Should I list just a few facts that the journalist overlooked in her article in Politico:

  1. An analysis of media pluralism conducted by the Faculty of Media shows that the majority media have a strong anti-government, oppositional media stance with left wing views prevailing over right wing ones, which is contrary to anonymous reports that journalists are forced into self-censorship. The analysis included the 10 most important media and found that 80% of them were predominantly anti-government, 18% neutral, and 2% pro-government.
  2. The Slovenian government awarded 2.6 million euros through a media tender (mostly to the left wing media) and tens of millions more from intervention funds to mitigate the consequences of coronavirus disease.
  3. RTV Slovenia will not be left without funds even with the planned change in legislation. A small share of the RTV subscription, which is planned to be transferred to other media, would be replaced on the basis of a new law that would enable RTV Slovenia to earn at least 11 million euros more annually by giving RTV more advertising opportunities. These revenues have been limited until now.

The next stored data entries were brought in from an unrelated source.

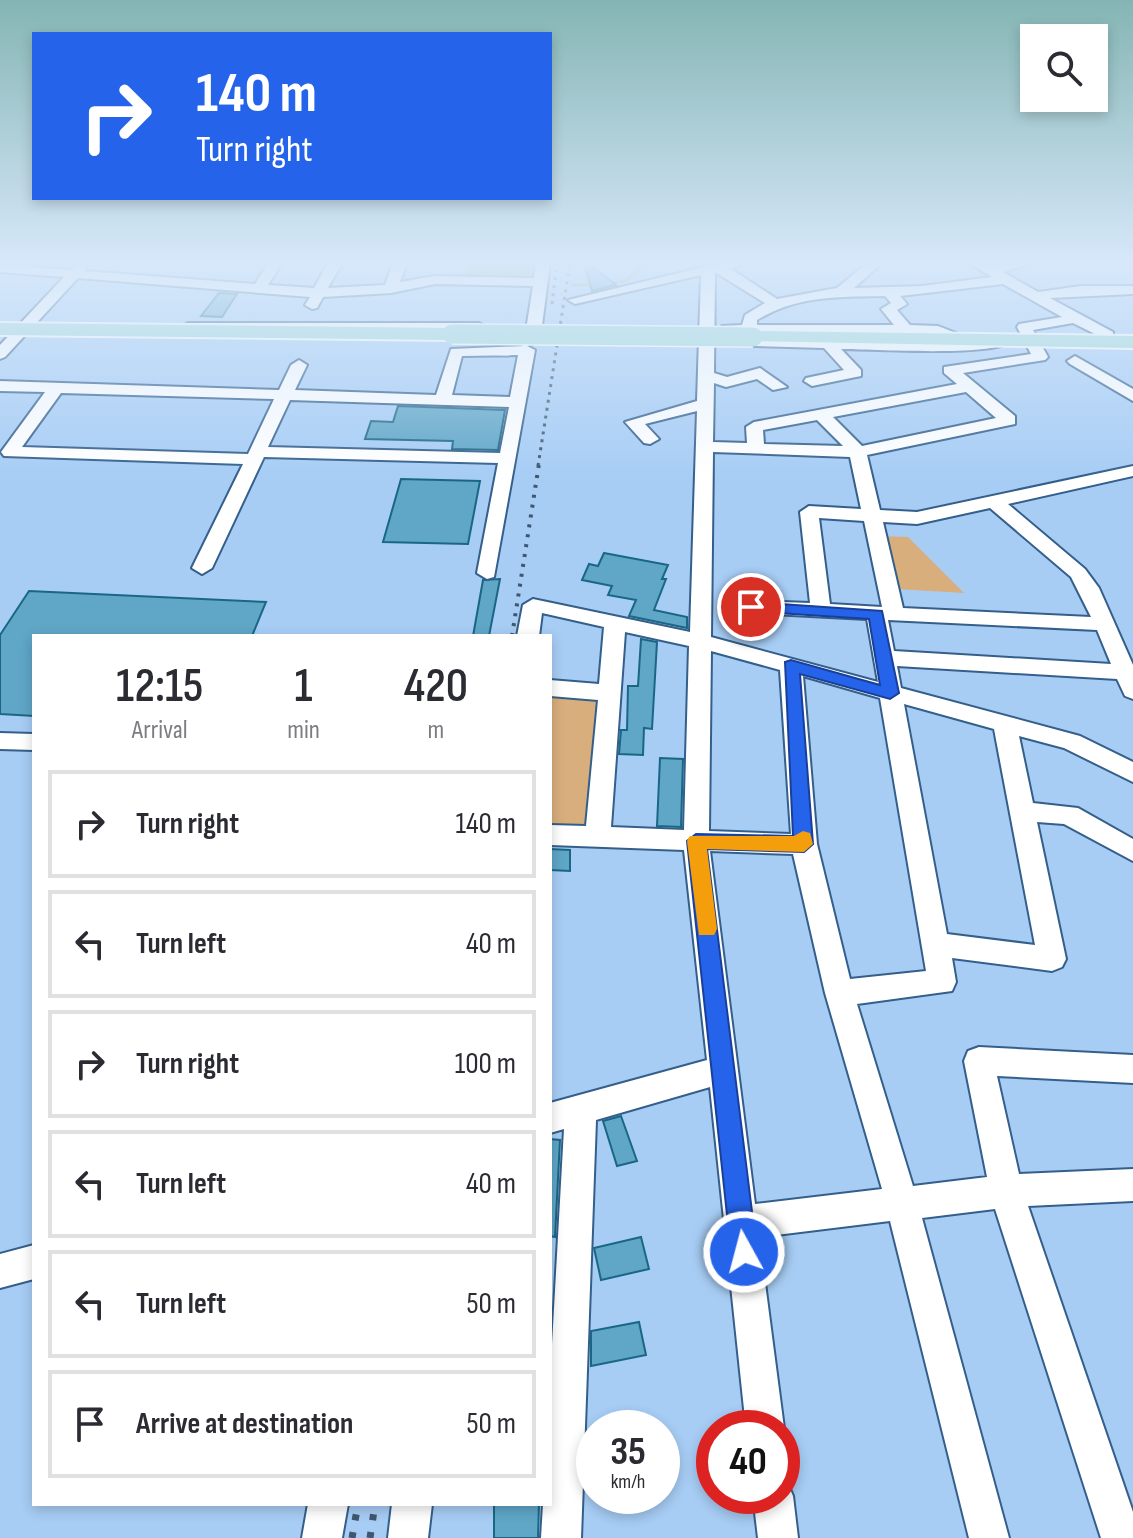 <!DOCTYPE html>
<style>
:root{--surface:#fff;--page:#f2f2f3;--text:#2b2b33;--muted:#7c7c81;--line:#e1e1e2}
body{margin:0;font-family:"Sofia Sans Condensed",sans-serif;background:var(--page);color:var(--text);height:100vh;display:flex;flex-direction:column;font-size:30px;white-space:nowrap}
*{box-sizing:border-box;margin:0}
p{font-size:26px;color:var(--muted)}
.icon{flex:none;width:44px;height:44px;fill:none;stroke:currentColor;stroke-width:2;stroke-linecap:round;stroke-linejoin:round}
.map{position:relative;flex:1;overflow:hidden}
.drawer{position:absolute;left:32px;top:634px;width:520px;height:872px;display:flex;flex-direction:column;background:var(--surface);border-radius:0px;box-shadow:0 4px 12px #0003}
.drawer>*{flex:none}
.top-card{position:absolute;left:32px;top:32px;width:520px;height:168px;border-radius:0px;box-shadow:0 4px 12px #0003;background:#2563eb;color:#fff;overflow:hidden}
.controls{position:absolute;left:1020px;top:24px;display:grid;gap:16px}
.controls a{display:grid;place-items:center;width:88px;height:88px;border-radius:0px;background:var(--surface);box-shadow:0 4px 12px #0003;font-size:40px}
.speed{position:absolute;left:576px;top:1410px;display:flex;gap:16px;font-size:40px;font-weight:700;text-align:center}
.speed>*{display:grid;place-content:center;width:104px;height:104px;border-radius:50%;background:var(--surface);box-shadow:0 4px 12px #0003;line-height:1}
.speed small{font-size:20px;font-weight:400}
.speed .limit{border:12px solid #d22;background:#fff;color:#111}
.pin{position:absolute;display:grid;place-items:center;width:68px;height:68px;color:#fff;margin:-34px;border:4px solid #fff;border-radius:50%;box-shadow:0 2px 8px #0007}
.me{position:absolute;width:88px;margin:-44px;rotate:353deg;stroke-linejoin:round;filter:drop-shadow(0 0 6px #0008)}
.turn{display:flex;align-items:center;gap:28px;height:168px;padding:0 32px;font-size:36px}
.turn .icon{width:104px;height:104px;stroke-width:2.5}
.turn b{display:block;font-size:56px;line-height:68px}
.eta{display:flex;justify-content:space-evenly;align-items:center;height:136px;text-align:center}
.eta b{font-size:48px;font-weight:600;line-height:56px}
ul{padding:0;list-style:none}
li{display:flex;align-items:center;gap:24px;height:108px;margin:0 16px 12px;padding:0 16px;border:4px solid var(--line);border-radius:0px}
li div{flex:1}
li b{display:block;font-size:30px}
li em{font-style:normal}
.map>svg:first-child{display:block}
.green{fill:#d9ae7d}
.water{fill:#8fb665}
.lines{fill:none;stroke-linecap:round;stroke-linejoin:round}
.stream{stroke:#8fb665;stroke-width:3}
.building{fill:#5fa6c7;stroke:#1a6785;stroke-width:2}
.minor-casing{stroke:#345f8b;stroke-width:4}
.major-casing{stroke:#fff;stroke-width:4}
.minor{fill:#fff;fill-rule:evenodd}
.major{fill:#9fd9d5;fill-rule:evenodd}
.rail-far2{stroke:#3f5770;stroke-width:3;stroke-dasharray:3 5;stroke-linecap:butt}
.rail-far1{stroke:#3f5770;stroke-width:4;stroke-dasharray:3 7;stroke-linecap:butt}
.rail{stroke:#3f5770;stroke-width:7;stroke-dasharray:6 12;stroke-linecap:butt}
.major-bridge-casing{stroke:#fff;stroke-width:22;stroke-linecap:butt}
.major-bridge{stroke:#9fd9d5;stroke-width:19}
.route{fill:#2563eb;stroke:#184099;stroke-width:2}
.slow{fill:#f59e0b}
</style>
<div class="map">
<svg width="1133" height="1538" viewBox="0 0 1133 1538">
<rect width="100%" height="100%" fill="#a7cdf5"/>
<!-- green -->
<path class="green" d="M882,536L908,537L964,593L896,589Z
M550,691L603,700L588,825L581,831L550,830Z"/>
<!-- water -->
<path class="water" d="M468,263H537L535,278H465Z"/>
<g class="lines">
<!-- stream -->
<path class="stream" d="M475,284L521,286
M609,284L626,281L647,263
M572,285H595"/>
</g>
<!-- building -->
<path class="building" d="M584,263H588L616,285L592,291Z
M219,293L237,294L222,317L201,316Z
M398,406L505,410L498,450L452,449L453,441L365,439L371,421L393,422Z
M401,479L480,481L468,544L383,542Z
M604,553L668,565L662,579H666L654,610L687,617V628L629,616L636,600L608,595L612,586L582,580L589,564L598,566Z
M500,579L489,636H473L483,580Z
M29,591L266,602L252,636H34V716L0,714V635Z
M641,639L657,642L652,729L644,728L643,755L619,754L621,730H627L628,686H638Z
M660,758L683,759L681,827L657,826Z
M550,849L570,850V871L550,870Z
M621,1116L637,1161L617,1166L603,1121Z
M550,1139L560,1140L555,1237L550,1236Z
M641,1237L649,1269L601,1280L594,1248Z
M639,1322L646,1355L591,1366V1331Z
M494,1504H539L538,1538H494Z"/>
<g class="lines">
<defs>
<path id="minor" d="M77,263H88L85,271L255,284L268,263H282L268,285L314,288L328,263H342L328,288L385,285L393,263H407L400,282L435,276L534,278L536,263H550L540,341L527,346L535,350L494,577L487,579L477,573L498,463L264,457L212,568L202,574L192,568L243,464L4,456L1,452L45,392L0,391V381L279,390L291,365L299,360L307,365L295,390L436,395L451,349L524,346L509,341L525,336L533,286L435,284L391,293L323,297L317,308L312,309L305,305L310,297L78,278L5,357L0,359V345L64,277L0,272V264L71,270ZM518,355L510,397L452,395L462,356ZM61,393L274,399L248,454L22,447ZM290,400L509,407L500,453L268,447Z
M720,263H745L731,269L777,299L837,288L867,263H882L854,288L922,286L992,277L969,263L992,267L1032,263L1003,272L1038,292L1081,286H1133V294L1050,298L1113,332V338H1103L1073,323L1033,330L1048,357L1045,360L963,373L1015,416V424L867,455L880,510L917,512L1133,466V476L1008,504L1085,569L1099,588L1133,665V699L1125,696L1117,679L897,666L901,688L1080,736L1133,762V782L1064,748L1019,736L1033,803L1078,808L1133,839V861L1064,824L1037,822L1066,959L1062,967L1052,971L952,958L956,982L952,991L857,1004L913,1186L987,1177L964,1061L968,1051L979,1047L1133,1055V1083L997,1076L1019,1174L1133,1169V1201L1028,1206L1133,1512V1538H1101L995,1209L922,1218L1009,1538H969L890,1221L759,1237L784,1428L782,1433V1428H746L710,1087L596,1120L581,1538H541L543,1504H550V1380L564,1129L550,1133V1103L707,1060L684,850L550,845V825L586,826L598,700L550,696V680L599,684L604,627L542,613L539,636H517L523,605L533,599L690,632L697,411L645,424L659,439L650,444L644,443L625,422L697,401L701,275L575,304L568,300ZM715,272L765,303L745,315L742,325L722,326V332L742,334V338L722,339V345L824,348L844,370L806,378L804,381L812,386L861,376V370L841,349C870,349 991,357 1010,342L1002,337L974,340L938,326L910,325L897,310L907,304L900,296L1003,284L1062,317L1019,324L1017,327L1031,354L944,367V373L957,384L754,422L746,427L747,443L713,442L714,383L726,387L757,379L773,390L787,387L760,368L727,377L714,373ZM885,296L891,303L881,309L894,325H757V320C798,295 839,297 885,296ZM757,334H936L956,341L757,338ZM966,392L996,418L862,446L833,417ZM817,420L843,446L764,444L763,430ZM713,452L850,457L861,509L809,506L800,512L810,603L751,601L741,607L751,613L867,619L878,682L711,637ZM990,508L1071,577L1091,617L903,608L883,522L917,524ZM819,518L864,521L882,607L830,604ZM888,620L1097,630L1111,664L894,651ZM625,632L689,646L684,830L611,827ZM711,651L780,670L791,834L709,831ZM803,676L880,698L926,971L850,979L817,844ZM904,704L994,729L1035,945L947,934ZM710,851L793,854L825,993L882,1189L755,1204Z
M188,323H479L486,327L479,331L183,330L181,327Z
M1075,356L1133,389V401L1070,364L1067,361Z
M0,733L34,734V750L0,749Z
M34,1245V1279L0,1288V1254Z
M782,1480L787,1482L793,1496L798,1538H758L753,1496H782Z
M308,1504H348L342,1538H302Z
M392,1504H432L428,1538H388Z"/>
<path id="major" d="M0,323L452,328L461,334L452,340L0,335Z
M753,331L1133,336V348L746,341V333Z"/>
</defs>
<!-- minor casing -->
<use href="#minor" class="minor-casing"/>
<!-- major casing -->
<use href="#major" class="major-casing"/>
<!-- minor -->
<use href="#minor" class="minor"/>
<!-- major -->
<use href="#major" class="major"/>
<!-- rail-far2 -->
<path class="rail-far2" d="M552,304L557,263
M538,466L570,263"/>
<!-- rail-far1 -->
<path class="rail-far1" d="M512,636L539,464"/>
<!-- rail -->
<path class="rail" d="M352,1538L358,1504
M370,1538L375,1504"/>
<defs>
<path id="major-bridge" d="M452,334L753,337"/>
</defs>
<!-- major-bridge casing -->
<use href="#major-bridge" class="major-bridge-casing"/>
<!-- major-bridge -->
<use href="#major-bridge" class="major-bridge"/>
</g>
<!-- sky -->
<linearGradient id="sky" x2="0" y2="1"><stop stop-color="#84b5b4"/><stop offset="0.55" stop-color="#d7e8fa"/><stop offset="1" stop-color="#d7e8fa" stop-opacity="0"/></linearGradient>
<rect width="1133" height="478" fill="url(#sky)"/>
<!-- route -->
<path class="route" d="M751,602L882,611L899,693L890,699L800,674L813,844L804,852L707,849L757,1252L753,1262L744,1265L734,1262L731,1252L687,841L696,834L793,836L785,662L791,660L880,685L869,619L746,611V604Z"/>
<!-- slow -->
<path class="slow" d="M803,831L810,833L813,844L804,852L707,849L717,929L714,935H699L687,841L690,836H794Z"/>
</svg>
<div class="controls">
<a><svg class="icon" aria-label="search" viewBox="0 0 24 24"><circle cx="10" cy="10" r="6"/><path d="M15 15l6 6"/></svg></a>
</div>
<div class="speed"><div>35<small>km/h</small></div><div class="limit">40</div></div>
<div class="pin" style="left:751px;top:607px;background:#d93025"><svg class="icon" aria-label="arrive" viewBox="0 0 24 24"><path d="M6 21V4h12l-3 4 3 4H6"/></svg></div>
<svg class="me" style="left:744px;top:1252px" viewBox="-20 -20 40 40"><circle r="17" fill="#2563eb" stroke="#fff" stroke-width="3"/><path d="M0-11L8 9 0 5-8 9z" fill="#fff"/></svg>
<div class="top-card">
<div class="turn"><svg class="icon" aria-label="right" viewBox="0 0 24 24"><path d="M7 20v-9h11M14 6l5 5-5 5"/></svg><div><b>140 m</b>Turn right</div></div>
</div>
<section class="drawer">
<div class="eta">
<div><b>12:15</b><p>Arrival</p></div>
<div><b>1</b><p>min</p></div>
<div><b>420</b><p>m</p></div>
</div>
<ul>
<li><svg class="icon" aria-label="right" viewBox="0 0 24 24"><path d="M7 20v-9h11M14 6l5 5-5 5"/></svg><div><b>Turn right</b></div><em>140 m</em></li>
<li><svg class="icon" aria-label="left" viewBox="0 0 24 24"><path d="M17 20v-9H6M10 6l-5 5 5 5"/></svg><div><b>Turn left</b></div><em>40 m</em></li>
<li><svg class="icon" aria-label="right" viewBox="0 0 24 24"><path d="M7 20v-9h11M14 6l5 5-5 5"/></svg><div><b>Turn right</b></div><em>100 m</em></li>
<li><svg class="icon" aria-label="left" viewBox="0 0 24 24"><path d="M17 20v-9H6M10 6l-5 5 5 5"/></svg><div><b>Turn left</b></div><em>40 m</em></li>
<li><svg class="icon" aria-label="left" viewBox="0 0 24 24"><path d="M17 20v-9H6M10 6l-5 5 5 5"/></svg><div><b>Turn left</b></div><em>50 m</em></li>
<li><svg class="icon" aria-label="arrive" viewBox="0 0 24 24"><path d="M6 21V4h12l-3 4 3 4H6"/></svg><div><b>Arrive at destination</b></div><em>50 m</em></li>
</ul>
</section>
</div>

  4. Slovenia was the highest on the international scale of media freedom published by the organisation Journalists without Borders during the first government of Prime Minister Janez Janša, from 2004 to 2008. During the previous government of Prime Minister Marjan Šarec, Slovenia was ranked in the 32nd place on this scale, which is more than three times worse than in 2005 and 2006, when it was 9th and 10th.
  5. At anti-government protests, which the Slovenian opposition regularly attended and also invited, and which are intensively reported in the media, slogans like “death to Janšism” are shouted, people call for the assassination of the Prime Minister, carry banners and signs with death threats. All of these threats are also being broadcast in the media as something completely normal. Moreover, in such threats and the words that a concrete politician is “a dog that needs to be executed”, the prosecution does not pose a serious threat.
  6. Unfortunately, no one told the journalist anything about the threats, including physical ones, which some journalists actually receive, including, for example, the fortunately failed liquidation of journalist Miro Petek, as well as the case of rapper Zlatan Čordić who attacked a journalistic television crew, snatched the camera from the cameraman’s hands and damaged it, and later harassed the NIJZ director on the street. Let’s also not forget that during the anti-government protests, an extreme leftist physically attacked a photojournalist and severely injured him, he also attacked a cameraman, knocked him to the ground and kicked him around, and then did the same to a police officer.

It saddens me that the once-respected newspaper, which is read in the European capital by many diplomats, MPs employed by the European institutions… has completely lost its independent and impartial direction and has fallen for all the allegations made to journalists by local political activists.